Build Innovation and Performance with GCC* 12

author-image

By

Introduction

The GNU Compiler Collection (GCC)* team at Intel has actively worked with the GCC community to contribute innovative and performance enhancements (general and x86-specific) into GCC 12. A very-cheap cost model is used to enable vectorization at the -O2 optimization level, bringing vectorization performance gains to O2 users, with a small impact to the code size. Vectorization enabling has been boosting the performance of SPECrate* 2017 Integer suites built by GCC 12.1 O2 by 5.9% since GCC 8.5.

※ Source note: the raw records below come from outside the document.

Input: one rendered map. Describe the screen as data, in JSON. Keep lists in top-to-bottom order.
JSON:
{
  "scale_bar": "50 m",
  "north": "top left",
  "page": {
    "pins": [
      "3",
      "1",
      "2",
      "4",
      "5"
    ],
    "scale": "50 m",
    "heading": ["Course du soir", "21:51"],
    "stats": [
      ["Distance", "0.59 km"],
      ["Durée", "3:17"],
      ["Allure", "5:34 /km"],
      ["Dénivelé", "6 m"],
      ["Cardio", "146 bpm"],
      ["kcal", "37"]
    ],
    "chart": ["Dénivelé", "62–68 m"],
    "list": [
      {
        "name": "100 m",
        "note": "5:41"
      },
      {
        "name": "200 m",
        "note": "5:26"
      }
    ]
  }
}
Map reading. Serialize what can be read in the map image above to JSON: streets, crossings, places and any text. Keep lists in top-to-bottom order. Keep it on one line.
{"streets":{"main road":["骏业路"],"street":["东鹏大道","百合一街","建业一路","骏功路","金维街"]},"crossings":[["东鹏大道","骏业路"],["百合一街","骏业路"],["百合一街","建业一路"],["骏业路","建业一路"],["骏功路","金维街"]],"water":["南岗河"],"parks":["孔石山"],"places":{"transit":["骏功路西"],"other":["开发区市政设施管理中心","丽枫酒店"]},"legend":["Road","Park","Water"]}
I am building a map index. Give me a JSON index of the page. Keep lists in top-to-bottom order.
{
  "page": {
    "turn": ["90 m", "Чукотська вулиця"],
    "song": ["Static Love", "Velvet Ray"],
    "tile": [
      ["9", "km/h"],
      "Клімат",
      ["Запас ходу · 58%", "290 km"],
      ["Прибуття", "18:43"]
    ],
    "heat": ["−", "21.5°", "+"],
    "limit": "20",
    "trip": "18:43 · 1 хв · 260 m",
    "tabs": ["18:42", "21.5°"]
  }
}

The x86 back end was enabled to support Intel® Advanced Vector Extensions 512 (Intel® AVX-512) for FP16, which was introduced in Intel® Xeon® processors (formerly code named Sapphire Rapids). Intel AVX-512 for FP16 can be widely used with increased throughput and decreased storage that includes signal processing, media or video processing, AI and machine learning, and more.

Several auto-vectorization enhancements have been developed for Intel AVX-512 and Intel AVX-512 for vector neural network instructions (VNNI) in the GCC 12 compiler based on the vectorization framework. Many patches were contributed, improving quality and performance for the back end. 
Also, -mtune=tremont and -mtune=alderlake were fine-tuned with significant performance gains.

Generation-to-Generation Performance Improvement

As measured by SPECrate 2017 Integer suites, GCC performance was constantly improved from generation to generation on Intel® 64. As demonstrated in Figure 1, GCC 12.1 has the best performance ever on Intel 64, a 19% improvement when compared to GCC 7.5.

Figure 1. A generation-to-generation estimated improvement ratio of SPECrate 2017 Integer (multicore) when compared to GCC 7.5

 

Support for Intel® Xeon® Processors

Intel AVX-512 for FP16 instruction set architecture (ISA) was introduced for Intel® Xeon® processors (formerly code named Sapphire Rapids). It gives wide support for arithmetic operations with an IEEE 754-2019 compliant half-precision floating-point (also known officially as binary16, or unofficially as FP16). Compared to FP32 and FP64 floating-point formats, FP16 gives increased throughput and reduced storage by reducing the data range and precision. The ISA information is available in Architecture Specification. For more information, see the Technology Guide.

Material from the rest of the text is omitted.